There is certainly no shortage of buzz surrounding the Internet of Things. Thanks to sharp declines in the costs of sensing technology and data processing, we saw momentum grow more last year than ever before. According to Harbor Research, some 4.3 billion new devices (excluding laptops and PCs) were connected to the Internet in 2015 alone. But for all the blinding spew of headlines and news events, we’re missing the deeper implication for connecting these billions of devices.
After all, the Internet of Things isn’t about the things (i.e., the sensors); it’s about the vast and wide-sweeping value constructs sensors and the data they emit, enable. To understand these implications, let us begin with the sensor and zoom outwards…
IoT is about visibility. When we connect a sensor to something (e.g., a fitness tracker, a cow, a car, a streetlamp and so on,) we thereby give it a data stream and thus context. By monitoring some variable of its existence — temperature, location, pressure, frequency of interaction — we gain visibility into its nature and a frame of reference for its function with an environment. For example, if we add sensors to packaged meat, we suddenly have the potential to gain visibility into such variables as:
- Movement: The origin (e.g., location, time, date of initial packaging); where and when the meat is scanned as it moves from farm to distribution center to grocery and beyond.
- Environment: The ‘state’ of the meat as it moves through time and space, with particular emphasis on the variables that may impact its quality and health (e.g., temperature, pressure, contamination, changes in state, etc.)
- Actors: Those entities with whom the piece of meat has some interaction, from the individual packaging the meat at the farm, to the transporter, to the individual stocking the meat in-store, even to the purchaser.
The point here is not that we’re adding a sensor to packaged meat, but rather that by doing so, we gain visibility into the movement, forces, interactions and environment which impact the meat and its movement through the value chain.
IoT is about new services enabled. The visibility and context enabled through sensors is powerful, transformative even. But it’s only part of the story. When we add sensors and connectivity to objects and products, we can interact with them. This allows the function of a product to transcend the product itself and enable entirely new service layers.
A good example of this can be found in a connected light bulb. A smart light bulb isn’t merely about the ability to turn the bulb on and off from a mobile app, nor is it only about significant increases in energy conservation, although these are extremely important. A smart light bulb is about enabling new services through the interactions of the product itself, wherein the light bulb serves as an dynamic source of real-time data that informs new opportunities.

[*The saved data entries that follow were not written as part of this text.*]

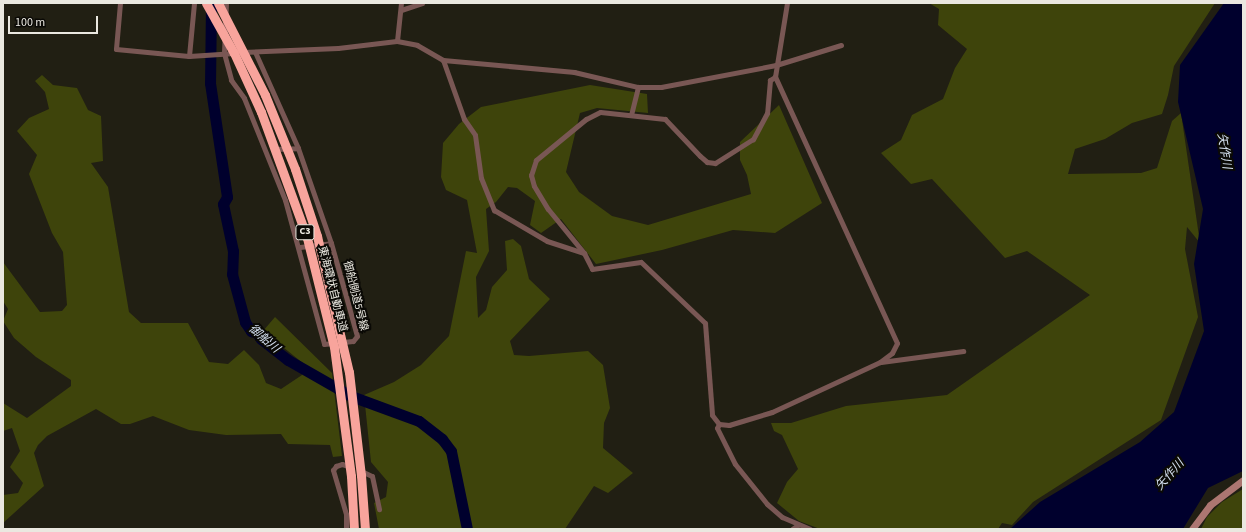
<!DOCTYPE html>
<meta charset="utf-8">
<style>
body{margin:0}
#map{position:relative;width:1246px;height:532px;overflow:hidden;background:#211f13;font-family:"Source Sans 3","Noto Sans JP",sans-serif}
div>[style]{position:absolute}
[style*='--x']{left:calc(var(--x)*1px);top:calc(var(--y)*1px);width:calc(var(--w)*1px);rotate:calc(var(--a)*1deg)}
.green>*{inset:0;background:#3e440b}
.water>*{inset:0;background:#00002d}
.river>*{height:11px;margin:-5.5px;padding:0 5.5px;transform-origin:5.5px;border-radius:5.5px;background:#00002d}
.street>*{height:5px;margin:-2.5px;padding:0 2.5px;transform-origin:2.5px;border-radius:2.5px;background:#795754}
.secondary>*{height:7px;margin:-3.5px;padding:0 3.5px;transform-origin:3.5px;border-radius:3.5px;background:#ac7671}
.highway>*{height:9px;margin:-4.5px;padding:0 4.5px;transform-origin:4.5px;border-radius:4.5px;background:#f8a49c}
.highway-bridge>*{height:9px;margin:-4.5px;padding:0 4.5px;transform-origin:4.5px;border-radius:4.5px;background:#f8a49c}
span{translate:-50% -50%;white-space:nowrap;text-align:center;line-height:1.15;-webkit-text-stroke:4px #0a0905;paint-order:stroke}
.shield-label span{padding:1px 3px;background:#0a0905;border:1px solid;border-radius:3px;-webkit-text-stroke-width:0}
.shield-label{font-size:10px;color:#eae8e0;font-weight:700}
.street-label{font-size:11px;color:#eae8e0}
.water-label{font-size:12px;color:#d5e1f1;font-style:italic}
.frame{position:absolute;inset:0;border:4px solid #eae8e0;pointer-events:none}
.scale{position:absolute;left:8px;top:16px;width:90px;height:18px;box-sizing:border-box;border:2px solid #eae8e0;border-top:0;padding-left:5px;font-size:12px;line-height:14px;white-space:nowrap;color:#eae8e0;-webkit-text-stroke:3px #0a0905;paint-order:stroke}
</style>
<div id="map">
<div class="green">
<i style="clip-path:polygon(929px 3px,1215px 3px,1174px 66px,1168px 95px,1162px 114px,1132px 123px,1105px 139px,1075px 149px,1068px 174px,1141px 173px,1157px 168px,1172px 121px,1181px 113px,1200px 243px,1187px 227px,1185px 249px,1198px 317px,1161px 420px,1033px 502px,1012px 525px,1002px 523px,998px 529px,820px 529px,799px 521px,777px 503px,787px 482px,798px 469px,782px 435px,774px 431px,771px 423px,791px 423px,846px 406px,947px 395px,1090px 295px,1027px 251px,1005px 258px,932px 179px,911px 184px,881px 153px,901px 140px,912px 115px,943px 99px,955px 68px,967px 49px,938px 25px,939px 9px)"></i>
<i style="clip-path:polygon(42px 75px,53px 85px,77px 88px,88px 110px,101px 116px,103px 161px,91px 163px,108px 187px,129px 312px,141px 323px,188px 323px,209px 362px,228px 364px,244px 350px,259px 365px,266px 383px,281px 389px,302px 375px,304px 364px,263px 331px,275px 317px,332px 373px,342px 456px,333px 457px,330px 445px,288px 444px,281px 434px,226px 435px,189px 430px,153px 416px,130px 424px,121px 424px,96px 409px,47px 436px,38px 445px,34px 453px,44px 486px,3px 523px,3px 495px,18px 493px,23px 483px,10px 467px,20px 451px,12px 428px,3px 431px,3px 403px,27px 418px,71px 386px,71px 380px,36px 357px,14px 338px,3px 321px,8px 309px,3px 301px,3px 262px,40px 312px,62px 311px,67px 305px,63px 252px,52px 233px,29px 174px,37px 155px,17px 131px,29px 118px,49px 109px,45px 92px,35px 81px)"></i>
<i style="clip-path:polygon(590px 85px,647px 94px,648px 113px,597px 108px,580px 113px,566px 172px,579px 192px,612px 216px,648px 225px,751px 194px,747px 175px,740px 160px,740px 142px,779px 105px,822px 203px,775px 233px,733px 230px,662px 250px,596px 264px,561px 219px,541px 233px,530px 225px,535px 201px,517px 188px,508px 187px,496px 202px,486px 209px,489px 251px,476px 277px,478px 318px,486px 310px,492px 287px,507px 270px,505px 241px,513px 239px,521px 246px,529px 279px,550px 299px,510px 341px,514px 355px,529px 356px,588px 351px,603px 365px,610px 408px,604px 423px,603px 448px,633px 473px,608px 493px,594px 486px,565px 529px,379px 529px,374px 503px,386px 497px,388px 482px,371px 462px,364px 395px,394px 382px,421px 365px,449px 336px,466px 251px,477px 253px,467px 200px,446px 190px,441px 177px,443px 143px,459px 124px,481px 107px)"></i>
<i style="clip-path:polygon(1243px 489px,1243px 529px,1201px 529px,1207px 517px,1222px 502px)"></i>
</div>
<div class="water">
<i style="clip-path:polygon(1224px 3px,1243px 3px,1243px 471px,1208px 488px,1183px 529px,1010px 529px,1040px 502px,1140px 442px,1174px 412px,1204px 331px,1194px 264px,1203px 209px,1178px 102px,1180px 65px)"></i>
</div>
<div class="river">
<i style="--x:211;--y:4;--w:79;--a:90.7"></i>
<i style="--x:210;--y:83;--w:115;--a:81.5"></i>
<i style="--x:227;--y:197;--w:8;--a:120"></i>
<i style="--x:223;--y:204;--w:48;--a:78"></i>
<i style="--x:233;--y:251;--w:23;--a:92"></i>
<i style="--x:232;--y:274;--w:50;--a:74.8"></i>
<i style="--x:245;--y:322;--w:11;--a:56"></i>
<i style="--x:251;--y:331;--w:6;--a:18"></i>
<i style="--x:257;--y:333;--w:7;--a:56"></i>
<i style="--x:261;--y:339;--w:34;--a:38"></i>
<i style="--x:288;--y:360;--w:73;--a:29.7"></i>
<i style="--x:351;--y:396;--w:72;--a:20.2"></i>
<i style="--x:419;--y:421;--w:29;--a:38"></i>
<i style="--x:442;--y:439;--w:15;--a:53"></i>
<i style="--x:451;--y:451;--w:80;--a:78.4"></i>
</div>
<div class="street">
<i style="--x:120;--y:3;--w:46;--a:95"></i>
<i style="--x:116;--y:49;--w:73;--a:5.5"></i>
<i style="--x:189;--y:56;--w:46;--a:-3.7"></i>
<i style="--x:226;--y:3;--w:50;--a:92.3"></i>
<i style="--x:224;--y:53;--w:28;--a:75"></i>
<i style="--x:231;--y:80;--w:22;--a:54"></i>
<i style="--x:244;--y:98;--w:110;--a:68.1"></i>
<i style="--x:285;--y:200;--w:149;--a:74.8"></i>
<i style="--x:324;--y:344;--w:29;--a:-6"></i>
<i style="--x:353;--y:341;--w:6;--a:-51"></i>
<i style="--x:357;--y:336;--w:97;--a:-105.6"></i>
<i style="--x:331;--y:243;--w:101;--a:-109.2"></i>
<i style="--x:298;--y:148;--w:105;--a:-114.1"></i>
<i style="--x:401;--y:10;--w:22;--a:-18"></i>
<i style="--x:397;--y:41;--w:38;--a:-84"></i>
<i style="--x:243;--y:52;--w:95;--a:-2.4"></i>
<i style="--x:338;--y:48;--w:59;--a:-6.8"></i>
<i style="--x:397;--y:41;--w:20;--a:11"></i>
<i style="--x:417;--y:45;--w:30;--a:30"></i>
<i style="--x:443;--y:60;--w:132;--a:5.2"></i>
<i style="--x:574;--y:72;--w:66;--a:13.2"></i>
<i style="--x:638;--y:87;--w:23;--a:0"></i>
<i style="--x:661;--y:87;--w:117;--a:-10.8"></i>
<i style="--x:776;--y:65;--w:68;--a:-17.1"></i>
<i style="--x:189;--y:56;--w:53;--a:-84.6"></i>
<i style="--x:443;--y:60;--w:63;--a:70.4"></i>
<i style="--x:464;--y:119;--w:19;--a:55"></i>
<i style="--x:475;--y:135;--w:43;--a:82.1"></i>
<i style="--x:481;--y:178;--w:35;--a:68"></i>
<i style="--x:494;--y:210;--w:61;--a:30.3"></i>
<i style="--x:547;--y:241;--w:39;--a:18"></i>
<i style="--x:775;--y:77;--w:6;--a:149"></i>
<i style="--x:770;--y:80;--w:33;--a:95"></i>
<i style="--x:767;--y:113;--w:30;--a:118"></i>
<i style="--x:753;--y:139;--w:45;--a:147.7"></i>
<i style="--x:715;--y:163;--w:8;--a:-173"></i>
<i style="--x:707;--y:162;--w:9;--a:-139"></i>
<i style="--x:700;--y:156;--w:51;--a:-133.4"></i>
<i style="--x:665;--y:119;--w:65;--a:-173.9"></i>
<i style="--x:600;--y:112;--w:16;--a:153"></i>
<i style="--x:586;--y:119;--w:65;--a:140.6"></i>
<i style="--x:536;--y:160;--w:16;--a:108"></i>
<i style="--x:531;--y:175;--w:11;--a:75"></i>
<i style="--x:534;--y:186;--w:27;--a:59"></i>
<i style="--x:548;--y:209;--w:57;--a:50.7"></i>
<i style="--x:584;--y:253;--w:18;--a:63"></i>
<i style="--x:592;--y:269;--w:49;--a:-8.1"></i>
<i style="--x:641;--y:262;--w:88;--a:43.6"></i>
<i style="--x:705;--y:323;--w:92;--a:85.6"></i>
<i style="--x:712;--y:415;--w:11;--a:52"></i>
<i style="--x:719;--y:424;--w:10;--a:6"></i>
<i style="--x:729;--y:425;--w:45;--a:-16.8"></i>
<i style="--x:772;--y:412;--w:119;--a:-24.8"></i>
<i style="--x:880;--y:362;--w:15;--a:-37"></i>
<i style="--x:892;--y:353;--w:11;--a:-63"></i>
<i style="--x:897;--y:343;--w:293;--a:-114.6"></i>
<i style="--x:775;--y:77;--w:75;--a:-80.8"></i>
<i style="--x:631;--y:115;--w:29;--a:-76"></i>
<i style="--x:273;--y:149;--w:25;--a:-2"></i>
<i style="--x:300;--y:247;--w:31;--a:-7"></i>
<i style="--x:881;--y:362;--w:83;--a:-7.6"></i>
<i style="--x:719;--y:424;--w:4;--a:117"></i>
<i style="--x:717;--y:428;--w:40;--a:63.4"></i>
<i style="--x:735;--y:464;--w:51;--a:51.3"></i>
<i style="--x:767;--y:504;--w:20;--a:41"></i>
<i style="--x:782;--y:517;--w:30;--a:23"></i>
<i style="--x:359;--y:470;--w:14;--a:25"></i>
<i style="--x:372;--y:476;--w:34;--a:78"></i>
<i style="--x:346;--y:529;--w:15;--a:-90"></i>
<i style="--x:346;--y:514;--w:46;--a:-106.5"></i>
<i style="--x:333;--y:470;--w:5;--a:-53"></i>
<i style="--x:336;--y:466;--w:6;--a:-18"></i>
<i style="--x:342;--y:464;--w:9;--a:18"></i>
<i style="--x:792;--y:529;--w:7;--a:-34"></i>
</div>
<div class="secondary">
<i style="--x:1192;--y:529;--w:30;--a:-53"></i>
<i style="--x:1210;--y:505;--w:41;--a:-37.1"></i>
</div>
<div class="highway">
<i style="--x:361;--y:475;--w:54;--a:85.8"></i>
<i style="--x:351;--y:476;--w:53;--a:86.8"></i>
</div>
<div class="highway-bridge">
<i style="--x:206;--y:3;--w:57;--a:60.8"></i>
<i style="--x:234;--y:53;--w:65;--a:65.4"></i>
<i style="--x:261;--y:112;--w:134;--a:69.9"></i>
<i style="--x:307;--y:238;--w:112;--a:76.1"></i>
<i style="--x:334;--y:347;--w:130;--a:82.5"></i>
<i style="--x:218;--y:3;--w:103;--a:62.9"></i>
<i style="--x:265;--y:95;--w:80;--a:67.9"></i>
<i style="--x:295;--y:169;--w:71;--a:71.8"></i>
<i style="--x:317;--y:236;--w:140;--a:76.8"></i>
<i style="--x:349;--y:372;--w:104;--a:83.4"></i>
</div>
<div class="shield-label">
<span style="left:305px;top:232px">C3</span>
</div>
<div class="street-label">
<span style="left:332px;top:289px;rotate:76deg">東海環状自動車道</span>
<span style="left:355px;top:296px;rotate:76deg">御船側道5号線</span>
</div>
<div class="water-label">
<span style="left:1224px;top:151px;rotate:81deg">矢作川</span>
<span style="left:264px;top:339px;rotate:41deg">御船川</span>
<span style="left:1170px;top:475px;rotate:-48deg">矢作川</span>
</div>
<div class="frame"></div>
<div class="scale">100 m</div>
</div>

Goeee, a platform connecting lighting OEMs, has outfitted a bulb with sensors, embedded processors and Bluetooth connectivity to monitor temperature, humidity, ambient vs. color-tuning light, energy consumption, nearby motion, foot traffic and LED performance. The environmental, workforce and asset intelligence these light bulbs enable translate to new ‘value-added’ offerings for lighting manufacturers, including but certainly not limited to:
- Preventative maintenance
- Predictive maintenance
- Energy management and conservation
- Security services
- Automated control
- Performance reporting and analytics
- Occupancy detection and traffic monitoring
- Customer experience personalization and product engagement
- Interoperability with other RFID, GPS, mobile, beacon or connected nodes
What this means is that product-centric companies must now think beyond the physical form of the product and consider how the function, visibility, and interactions of/with the product create new value. This is, understandably, a fundamental hurdle for traditionally product-centric organizations to overcome. After all, if the focus shifts beyond the product, product manufacturers and retailers must consider significant modifications or entirely new business models.
IoT is about the ecosystems. As we zoom out from sensors and connectivity, even from services enabled by any single product, what we find is that the greatest implications (and disruptions) the Internet of Things promises exist at the ecosystem level. While businesses have been incorporating data and electronic intelligence into their models for years, IoT ushers in an era where digital information becomes the core business asset. New services enabled by connected products break down historically siloed industries and stakeholders and connect value chains in ways that are, at first, difficult to conceptualize, or threatening to existing models.
Because this era-defining sea change involves a sweeping paradigm shift from human-centric computing to ubiquitous sensor and machine-centric computing, we call it “the Ubiquity Shift.” To understand the ecosystem of a [connected] thing is to understand its broadest ecology and how to design a Smart System around that ecology. Consider the ecosystem participants in the example of packaged meat:
- Farmer, cow, manufacturers of processing and packaging equipment
- Distributors, merchandising controllers, transporters
- Wholesalers, retailers, groceries, scanners, shoppers
- Restaurants, diners, health inspectors
- Waste collectors, landfills, environmental inspectors
How do data and information impact these entities? How do these data and relationships enable entirely new modes of business? How can information platforms enable real-time value for diverse ecosystem players? Organizations must identify the dynamics between the diverse entities involved across the entire value chain, including technology suppliers, OEMs, integrators, retailers, brands, agencies, developers, end users, consumers and so on. As the economy continues to evolve towards networked business and collaboration models, understanding IoT through the ecosystem lens will separate the trend followers from the true innovators and disruptors.